19 de novembro de 2021

Dano moral em caso de atraso no voo que fez com que o passageiro, menor de idade viajando sozinho, ficasse muitas horas no aeroporto esperando e ainda fosse direcionado para cidade diferente do destino original

 Fonte: Dizer o Direito

Referência: https://dizerodireitodotnet.files.wordpress.com/2021/11/info-711-stj-2.pdf


RESPONSABILIDADE CIVIL Dano moral em caso de atraso no voo que fez com que o passageiro, menor de idade viajando sozinho, ficasse muitas horas no aeroporto esperando e ainda fosse direcionado para cidade diferente do destino original 

É cabível dano moral pelo defeito na prestação de serviço de transporte aéreo com a entrega de passageiro menor desacompanhado, após horas de atraso, em cidade diversa da previamente contratada. STJ. 3ª Turma. REsp 1.733.136-RO, Rel. Min. Paulo de Tarso Sanseverino, julgado em 21/09/2021 (Info 711). 

A situação concreta, com adaptações, foi a seguinte: 

Leandro, 15 anos, mora em Guarulhos (SP), com sua mãe. Ricardo, pai de Leandro, reside em Cacoal (RO). Ricardo comprou uma passagem aérea para o filho, de Guarulhos (SP) para Cacoal (RO), a fim de que Leandro passasse uns dias com ele. O voo tinha saída de Guarulhos (SP) prevista para às 10h de 28/02 e chegada em Cacoal (RO) às 13h, com uma conexão em Cuiabá (MT). A previsão era o avião chegar às 11h em Cuiabá e o novo voo para Cacoal sairia às 11h40. Vale ressaltar que o passageiro Leandro, à época com 15 anos de idade, nunca havia realizado sozinho uma viagem de avião. Importante esclarecer, contudo, que se a companhia aérea tivesse cumprido a programação inicialmente contratada, não seria necessária hospedagem em cidade desconhecida entre os voos nem espera prolongada no aeroporto. Ocorre que a programação não foi cumprida. O voo de Guarulhos para Cuiabá atrasou 33 minutos. Assim, ao desembarcar em Cuiabá, Leandro foi informado de que o voo para Cacoal (RO) já havia partido, ou seja, ele perdeu a conexão. A companhia avisou, também, que, para ele completar o percurso, teria que embarcar em um voo para Ji-Paraná (RO) e de lá pegar um transporte terrestre para Cacoal, cidade vizinha, que fica a 100km de distância. Vale ressaltar, ainda, que o voo para Cacoal estava previsto, como vimos, para as 13h, enquanto o voo para Ji-Paraná só sairia às 21h. Sozinho em Cuiabá e sem opção, Leandro viu-se obrigado a ficar esperando e embarcar no voo para JiParaná, chegando nessa cidade às 23h15min.
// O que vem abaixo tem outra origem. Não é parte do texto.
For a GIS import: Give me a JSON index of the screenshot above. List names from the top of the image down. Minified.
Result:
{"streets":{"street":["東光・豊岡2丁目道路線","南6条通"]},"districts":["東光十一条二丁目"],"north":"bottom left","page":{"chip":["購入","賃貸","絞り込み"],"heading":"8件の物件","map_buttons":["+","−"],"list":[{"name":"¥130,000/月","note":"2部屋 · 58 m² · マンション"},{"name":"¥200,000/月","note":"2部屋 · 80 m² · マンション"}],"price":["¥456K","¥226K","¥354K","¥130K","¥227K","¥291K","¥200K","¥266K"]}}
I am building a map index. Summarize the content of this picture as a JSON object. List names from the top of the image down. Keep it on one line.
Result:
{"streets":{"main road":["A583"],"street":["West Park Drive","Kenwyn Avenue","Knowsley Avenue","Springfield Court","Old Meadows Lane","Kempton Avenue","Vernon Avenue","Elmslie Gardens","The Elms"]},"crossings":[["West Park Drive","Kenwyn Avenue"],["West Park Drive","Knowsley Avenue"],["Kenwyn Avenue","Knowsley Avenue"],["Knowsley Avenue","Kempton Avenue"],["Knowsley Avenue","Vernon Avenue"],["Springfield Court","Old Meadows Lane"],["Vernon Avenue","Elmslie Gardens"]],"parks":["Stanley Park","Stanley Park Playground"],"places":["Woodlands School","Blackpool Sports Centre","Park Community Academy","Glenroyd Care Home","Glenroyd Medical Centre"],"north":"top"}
Seu pai, que mora em Cacoal, teve que sair de carro para buscá-lo em Ji-Paraná e, por volta da meia-noite, quando Leandro finalmente desembarcou da aeronave, ele e seu pai seguiram via terrestre para Cacoal. 

Ação de indenização 

Diante disso, Leandro e seu pai ajuizaram ação de indenização por danos morais contra a companhia aérea. A ré, na contestação, alegou que a perda da conexão foi causada em razão de força maior decorrente do alto fluxo aéreo ocorrido em Guarulhos na época de carnaval, e que prestou todo o auxílio necessário ao referido passageiro, como sua realocação noutro voo, disponibilização de hospedagem, alimentação e transporte, todos aceitos pelo mencionado passageiro. O juiz julgou o pedido improcedente argumentando que os autores assumiram o risco de perder o voo ao adquirir passagem no período carnavalesco com período de conexão muito curto. Afirmou, ainda, que a empresa ofereceu toda assistência ao passageiro. O Tribunal de Justiça manteve a sentença de improcedência. Inconformados, os autores interpuseram recurso especial. 

Para o STJ, é caso de condenação por danos morais? SIM.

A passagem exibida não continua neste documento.